Fifty years ago this month, NASA’s Kennedy Space Center in Florida experienced the roar of a rocket from Launch Complex 39 for the first time. Looking ahead to that milestone, President John F. Kennedy spoke to a crowd at Rice University in Houston on the hot afternoon of Sept. 12, 1962, explaining some of the challenges of going to the Moon.
“If we shall send to the Moon, 240,000 miles away … a giant rocket, … made of new metal alloys, some of which have not yet been invented, capable of withstanding heat and stresses several times more than have ever been experienced, fitted together with a precision better than the finest watch — then we must be bold.”
On the morning of Nov. 9, 1967, the ambitious effort to develop that rocket was achieved. The first flight test of the 363-foot-tall Saturn V lifted off as the uncrewed Apollo 4 mission. The rocket’s power of 7.5 million pounds of thrust reached the Launch Control Center (LCC), Press Site and spectators, all three miles away, shocking even veteran launch viewers.
From his broadcast structure, CBS News commentator Walter Cronkite reported that the building was shaking and that he and a producer were holding the glass window behind him.
NASA’s Public Information chief, Jack King, who served as countdown commentator, expressed a similar reaction.
“At liftoff, the vibration from the Saturn V showered us with dust and debris from the ceiling of the Launch Control Center which was brand new at the time,” he said.
Dr. Hans Greune, director of Kennedy Launch Vehicle Operations, also was in the LCC.
“I hope the Vehicle Assembly Building (VAB) doesn’t get any cracks,” he said afterward. “It rattled pretty hard and a cheer went up in the control room after liftoff.”
The celebration followed years of development for the launch vehicle required to meet President Kennedy’s goal to land on the Moon. With it, humankind could take its first trips beyond low-Earth orbit, expanding the frontiers of knowledge and opportunities in space.
The three-stage rocket was stacked in the VAB and was the first to take off from the new Launch Complex 39.
After the successful liftoff, Kennedy’s director, Dr. Kurt Debus, spoke of that achievement.
“After long years of preparing, designing, building and constructing a new type facility, it was put to the test for the first time and it was done extremely well,” he said.
The Saturn V’s third stage, or S-IVB, and Apollo command/service module were placed into a nearly circular 115-mile orbit, as would be the case on lunar missions. After two orbits, the S-IVB’s first re-ignition put the spacecraft into an elliptical orbit with a high point of 11,200 miles.

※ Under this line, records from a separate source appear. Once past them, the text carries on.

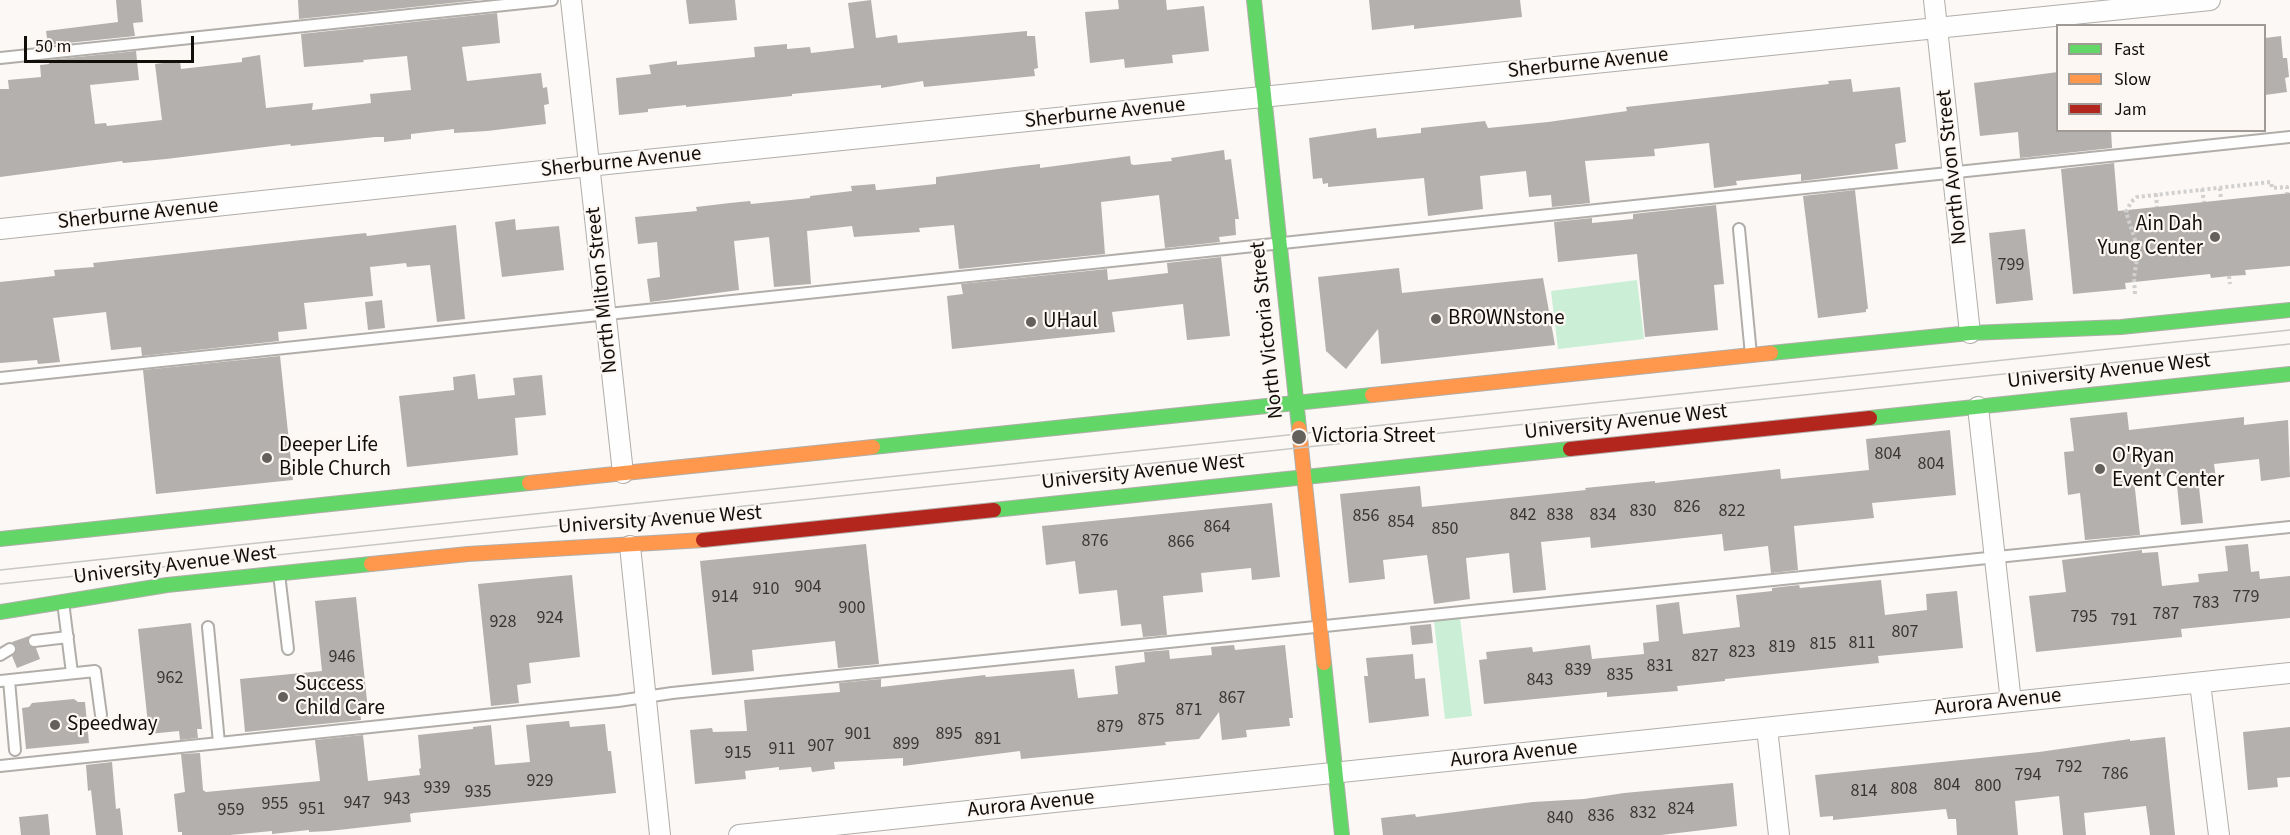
<!DOCTYPE html>
<style>
body{margin:0}
#map{position:relative;width:2290px;height:835px;overflow:hidden;background:#fbf8f5;font-family:"Source Sans 3",sans-serif}
canvas{display:block}
.legend{position:absolute;left:2056px;top:24px;width:210px;height:108px;box-sizing:border-box;background:#fdf7f3;border:2px solid #9f9a96;margin:0;padding:8px 10px;list-style:none;font-size:18px;color:#120e0a}
.legend li{display:flex;align-items:center;gap:12px;height:30px}
.legend b{width:30px;border:2px solid #9f9a96}
.scale{position:absolute;left:24px;top:36px;width:170px;height:27px;box-sizing:border-box;border:3px solid #120e0a;border-top:0;padding-left:8px;font-size:18px;line-height:21px;white-space:nowrap;color:#120e0a;-webkit-text-stroke:4px #fdf7f3;paint-order:stroke}
</style>
<div id="map">
<canvas width="2290" height="835"></canvas>
<ul class="legend">
<li><b style="height:8px;background:#63d668"></b>Fast</li>
<li><b style="height:8px;background:#ff974d"></b>Slow</li>
<li><b style="height:8px;background:#b3261e"></b>Jam</li>
</ul>
<div class="scale">50 m</div>
</div>
<script>
const c = document.querySelector('canvas').getContext('2d');
c.lineJoin = 'round';
function fill(path, color) { c.fillStyle = color; c.fill(path, 'evenodd'); }
const poly = rows => new Path2D(rows.map(r => 'M' + r).join(''));
function strokePath(path, color, width, dash) { c.strokeStyle = color; c.lineWidth = width; c.lineCap = dash ? 'butt' : 'round'; c.setLineDash(dash || []); c.stroke(path); }
function drawText(font, color, halo, rows, align = 'center') {
  c.font = font + ' "Source Sans 3",sans-serif'; c.lineWidth = 4.5; c.setLineDash([]); c.textBaseline = 'middle'; c.strokeStyle = halo; c.fillStyle = color; for (const [text, x, y, turn = 0] of rows) {
    c.save(); c.translate(x, y); c.rotate((+turn || 0) * Math.PI / 180); c.textAlign = isNaN(turn) ? turn : align; if (halo) c.strokeText(text, 0, 0); c.fillText(text, 0, 0); c.restore();
  }
}
fill(poly([
 [1637,280,1644,339,1558,349,1551,291],
 [1460,618,1472,716,1445,719,1434,621]
]), '#caefd6');
fill(poly([
 [116,0,141,0,143,22,133,23,135,36,48,45,46,31,118,22],
 [298,0,480,0,299,19],
 [686,0,735,0,737,20,689,24],
 [871,0,876,38,897,35,898,43,1027,31,1027,36,1035,36,1038,68,1034,69,1035,76,924,87,923,81,881,88,881,85,844,89,792,94,792,96,686,107,686,105,648,109,648,112,619,115,616,78,651,74,649,65,677,61,677,65,755,57,754,47,787,44,787,49,810,47,811,53,854,48,848,3],
 [1118,0,1166,0,1167,10,1204,6,1209,51,1172,55,1173,63,1125,68,1124,59,1090,63,1085,12,1119,9],
 [1369,0,1520,0,1522,17,1414,29,1414,25,1372,30],
 [497,13,500,43,462,47,467,81,541,73,543,88,547,87,549,104,544,105,546,124,487,131,454,133,454,129,411,134,411,139,384,142,384,137,375,137,291,146,290,144,166,159,123,163,122,161,0,177,0,89,9,89,8,80,41,77,40,65,49,64,49,60,136,51,139,80,90,85,95,124,106,123,107,126,162,120,155,64,180,61,181,69,242,62,242,58,260,55,266,108,313,103,312,110,371,103,370,94,411,90,407,56,363,60,364,62,304,67,301,34],
 [2281,36,2283,58,2287,58,2289,77,2285,78,2287,92,2265,95,2265,38],
 [2058,72,2058,130,2111,130,2112,148,2020,158,2018,132,1980,136,1974,83],
 [1851,79,1853,92,1900,87,1906,142,1895,144,1898,169,1801,181,1801,174,1736,181,1737,185,1714,188,1709,143,1654,149,1655,156,1585,161,1590,203,1552,207,1551,195,1529,197,1526,171,1480,176,1483,209,1428,216,1424,178,1328,187,1328,183,1323,184,1322,178,1313,179,1309,138,1376,128,1377,138,1421,133,1421,128,1485,121,1488,128,1548,122,1627,111,1626,107,1829,84,1828,81],
 [1224,150,1225,160,1231,159,1239,219,1235,219,1236,235,1219,237,1220,242,1165,248,1159,195,1101,202,1105,254,959,269,954,225,919,228,920,232,854,237,852,226,807,231,811,284,774,287,769,237,734,241,739,290,650,302,647,279,660,277,657,242,638,244,635,217,697,211,696,207,730,203,750,201,751,204,810,198,810,196,852,191,851,186,875,184,876,190,878,190,936,184,936,177,1022,166,1040,164,1040,168,1130,156,1131,164,1134,165,1172,161,1171,158],
 [2114,163,2118,211,2290,193,2290,266,2245,270,2246,275,2229,276,2211,278,2210,274,2125,283,2126,289,2073,294,2061,169],
 [1855,190,1868,309,1866,309,1866,312,1818,318,1803,196],
 [1716,205,1724,284,1714,285,1718,330,1645,337,1637,254,1558,262,1554,222,1592,218,1592,223,1633,219,1633,214],
 [515,219,516,230,559,226,564,270,502,277,495,222],
 [456,225,465,319,437,322,430,265,407,267,406,263,370,267,373,296,304,303,307,329,278,332,279,341,142,356,141,347,111,350,106,312,53,318,60,362,38,364,37,360,0,363,0,282,55,276,54,270,94,267,93,263,338,236,366,233,367,236],
 [2025,229,2033,300,1996,304,1989,233],
 [1221,257,1230,336,1187,340,1183,304,1112,312,1115,332,952,349,947,296,963,294,961,284,1107,269,1108,280,1168,273,1167,263],
 [1399,268,1402,293,1543,278,1555,345,1381,364,1378,329,1346,369,1326,351,1318,277],
 [382,300,385,328,368,330,365,302],
 [280,356,293,480,156,494,143,370],
 [475,374,478,399,515,395,513,378,542,375,546,415,515,418,518,455,407,467,399,396,454,390,453,377],
 [2127,412,2129,430,2244,417,2244,425,2288,420,2290,477,2261,481,2259,459,2214,464,2216,479,2205,480,2205,486,2199,487,2203,523,2181,525,2176,475,2134,480,2140,535,2085,540,2080,493,2068,495,2064,452,2074,451,2070,418],
 [1950,430,1956,495,1872,503,1874,518,1794,526,1798,570,1771,573,1768,546,1724,551,1722,534,1591,548,1590,537,1541,542,1546,590,1513,593,1509,553,1466,558,1470,599,1434,604,1427,555,1383,560,1385,579,1349,583,1340,494,1420,486,1422,507,1586,490,1585,488,1655,481,1655,483,1780,469,1781,479,1869,470,1866,439],
 [1272,503,1280,577,1252,580,1251,568,1201,573,1203,592,1163,596,1167,635,1143,637,1141,624,1121,626,1117,590,1079,594,1075,561,1046,565,1042,526],
 [866,544,879,664,838,668,835,641,752,650,754,671,712,675,700,561],
 [2248,544,2251,572,2259,571,2260,579,2290,576,2290,618,2181,629,2182,637,2036,652,2029,596,2066,592,2062,560,2142,550,2142,553,2158,552,2162,586,2199,582,2198,574,2228,571,2225,546],
 [572,575,580,657,529,663,531,683,517,685,519,703,491,706,478,584],
 [1881,580,1885,615,1927,610,1926,594,1957,591,1963,648,1878,656,1879,663,1725,679,1725,681,1677,686,1678,691,1607,697,1607,692,1484,704,1479,660,1487,659,1486,652,1532,647,1533,652,1590,645,1592,659,1644,654,1643,643,1659,641,1656,605,1679,602,1683,634,1740,627,1736,595,1772,591,1772,588,1799,585,1800,588],
 [356,597,368,710,360,710,361,720,245,732,240,679,322,671,315,601],
 [191,623,202,729,197,729,198,738,180,740,179,731,149,734,138,629],
 [1431,624,1433,643,1412,645,1410,626],
 [29,636,28,645,36,648,40,659,17,668,12,656,17,648,12,642],
 [1234,645,1235,650,1285,645,1293,718,1289,718,1290,726,1246,730,1247,737,1222,740,1219,712,1199,739,1165,742,1166,745,1021,759,1020,751,903,766,903,758,834,762,835,769,812,772,811,767,779,770,779,767,745,771,746,779,695,784,690,730,712,728,713,732,747,731,744,700,840,692,839,683,881,679,881,687,985,675,986,677,1074,669,1078,698,1118,694,1115,666,1145,662,1144,652,1169,650,1170,659,1212,655,1211,647],
 [1413,654,1415,679,1425,678,1429,716,1369,723,1364,676,1368,676,1366,658],
 [74,699,78,702,85,702,89,743,26,749,22,708,29,707,32,703],
 [569,721,570,727,605,724,608,751,611,751,616,793,413,813,410,814,411,822,329,831,309,832,309,830,272,834,272,831,230,835,182,835,182,832,178,832,174,794,185,792,181,754,200,753,203,790,206,792,320,781,315,740,363,735,368,781,420,775,419,769,421,768,418,735,473,729,473,727,491,725,495,765,530,762,526,725],
 [2290,727,2290,777,2277,778,2278,787,2248,790,2243,732],
 [2165,737,2175,835,2150,835,2146,806,2084,813,2086,835,2063,835,2059,796,2015,801,2018,835,1957,835,1956,819,1948,819,1946,809,1853,818,1833,820,1833,816,1820,817,1815,775,2039,752,2130,739,2130,741],
 [112,762,116,809,120,808,123,835,96,835,91,790,88,791,86,765],
 [1733,783,1737,826,1661,835,1383,835,1381,818,1415,814,1416,817,1533,802,1584,799,1624,793],
 [48,814,50,835,21,835,19,817]
]), '#b4b0ad');
const lane = poly([
 [0,58,552,0],
 [1739,229,1751,355],
 [0,378,2290,137],
 [279,574,288,649],
 [63,602,72,673],
 [208,627,219,743],
 [34,641,68,637],
 [0,655,10,649],
 [9,680,15,750],
 [0,681,95,671,101,715],
 [0,766,618,701,672,693,2290,527]
]);
const street = poly([
 [571,0,623,473],
 [1934,0,1970,333],
 [0,229,617,163,2210,0],
 [1978,407,2011,702],
 [630,546,660,835],
 [2200,683,2219,835],
 [1767,728,1779,835],
 [739,835,2290,673]
]);
const fast = poly([
 [1254,0,1299,428],
 [1771,353,1970,333,2121,327,2290,310],
 [1870,418,2290,374],
 [873,447,1372,395],
 [994,510,1570,449],
 [0,539,529,483],
 [0,612,167,585,371,564],
 [1324,663,1342,835]
]);
const slow = poly([
 [1372,395,1771,353],
 [1299,428,1324,663],
 [529,483,873,447],
 [371,564,468,554,703,540]
]);
const jam = poly([
 [1570,449,1870,418],
 [703,540,994,510]
]);
strokePath(lane, '#b1aeaa', 14);
strokePath(street, '#b1aeaa', 22);
strokePath(fast, '#b1aeaa', 16);
strokePath(slow, '#b1aeaa', 16);
strokePath(jam, '#b1aeaa', 16);
strokePath(poly([
 [2220,188,2221,200],
 [2202,189,2204,202],
 [2156,194,2157,207],
 [2229,276,2230,284],
 [2135,294,2134,277,2138,254,2136,243,2126,212,2131,202,2137,197,2271,182,2272,188,2287,187,2287,193]
]), '#d1d0d0', 4, [3, 3]);
strokePath(lane, '#fefefe', 10);
strokePath(street, '#fefefe', 20);
strokePath(fast, '#63d668', 14);
strokePath(slow, '#ff974d', 14);
strokePath(jam, '#b3261e', 14);
strokePath(poly([
 [0,570,2290,330],
 [0,584,2290,344]
]), '#c7c7c5', 1.5);
for (const [x, y, r, color] of [
 [2215,237,6,"#64605c"],
 [1436,319,6,"#64605c"],
 [1031,322,6,"#64605c"],
 [1299,437,8,"#64605c"],
 [267,458,6,"#64605c"],
 [2100,469,6,"#64605c"],
 [283,697,6,"#64605c"],
 [55,725,6,"#64605c"]
]) { const dot = new Path2D(); dot.arc(x, y, r, 0, 2 * Math.PI); c.fillStyle = color; c.fill(dot); strokePath(dot, '#fdf7f3', 2); }
drawText('18px', '#3a3633', null, [
 ["799",2011,266],
 ["804",1888,455],
 ["804",1931,465],
 ["826",1687,508],
 ["830",1643,512],
 ["822",1732,512],
 ["842",1523,516],
 ["838",1560,516],
 ["834",1603,516],
 ["856",1366,517],
 ["854",1401,523],
 ["864",1217,528],
 ["850",1445,530],
 ["876",1095,542],
 ["866",1181,543],
 ["904",808,588],
 ["910",766,590],
 ["914",725,598],
 ["779",2246,598],
 ["783",2206,604],
 ["900",852,609],
 ["787",2166,615],
 ["795",2084,618],
 ["924",550,619],
 ["791",2124,621],
 ["928",503,623],
 ["807",1905,633],
 ["811",1862,644],
 ["815",1823,645],
 ["819",1782,648],
 ["823",1742,653],
 ["827",1705,657],
 ["946",342,658],
 ["831",1660,667],
 ["839",1578,671],
 ["835",1620,676],
 ["962",170,679],
 ["843",1540,681],
 ["867",1232,699],
 ["871",1189,711],
 ["875",1151,721],
 ["879",1110,728],
 ["901",858,735],
 ["895",949,735],
 ["891",988,740],
 ["899",906,745],
 ["907",821,747],
 ["911",782,750],
 ["915",738,754],
 ["792",2069,768],
 ["786",2115,775],
 ["794",2028,776],
 ["929",540,782],
 ["804",1947,786],
 ["800",1988,787],
 ["939",437,789],
 ["808",1904,790],
 ["814",1864,792],
 ["935",478,793],
 ["943",397,800],
 ["947",357,804],
 ["955",275,805],
 ["951",312,810],
 ["824",1681,810],
 ["959",231,811],
 ["832",1643,814],
 ["836",1601,817],
 ["840",1560,819]
]);
drawText('21px', '#120e0a', '#fdf7f3', [
 ["Sherburne Avenue",1588,64,-6],
 ["Sherburne Avenue",1105,114,-6],
 ["Sherburne Avenue",621,163,-6],
 ["North Avon Street",1953,167,-96],
 ["Sherburne Avenue",138,215,-6],
 ["North Milton Street",603,290,-96],
 ["North Victoria Street",1268,330,-96],
 ["University Avenue West",2109,372,-6],
 ["University Avenue West",1626,423,-6],
 ["University Avenue West",1143,473,-6],
 ["University Avenue West",660,521,-4],
 ["University Avenue West",175,566,-7],
 ["Aurora Avenue",1998,703,-6],
 ["Aurora Avenue",1514,755,-6],
 ["Aurora Avenue",1031,805,-6]
]);
drawText('21px', '#120e0a', '#fdf7f3', [
 ["Ain Dah",2203,225,"right"],
 ["Yung Center",2203,249,"right"],
 ["BROWNstone",1448,319],
 ["UHaul",1043,322],
 ["Victoria Street",1312,437],
 ["Deeper Life",279,446],
 ["Bible Church",279,470],
 ["O'Ryan",2112,457],
 ["Event Center",2112,481],
 ["Success",295,685],
 ["Child Care",295,709],
 ["Speedway",67,725]
], 'left');
</script>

The command module’s service propulsion system engine then fired to increase re-entry speed to about 24,900 miles per hour, simulating a return from the Moon. After 8 hours and 36 minutes of flight, the command module splashed down in the Pacific Ocean, approximately 10 miles from the U.S. Navy aircraft carrier, USS Bennington, the prime recovery ship.
“It was really an expert launching all the way through from lifting off exactly on time to performance of every single stage,” said Dr. Wernher von Braun, director NASA’s Marshall Space Flight Center in Huntsville, Alabama.
NASA’s Associate Administrator for Manned Space Flight, Dr. George Mueller, noted that the successful flight of Apollo 4 showed that NASA was back on track to land on the Moon following the Apollo 1 fire earlier in 1967.
“The maiden voyage of the Saturn V dramatically increased the confidence of people across the nation in the management of the largest research and development undertaking in which the western world has ever engaged,” he said.
Less than two years after Apollo 4, the crew of Apollo 11 achieved President Kennedy’s goal, landing on the moon July 20, 1969. Five more missions landed by the end of 1972.
That spirit of deep-space exploration continues as NASA prepares for flights of the Space Launch System rocket with the Orion spacecraft, also lifting off from Kennedy’s Launch Complex 39, as astronauts will again travel beyond low-Earth orbit.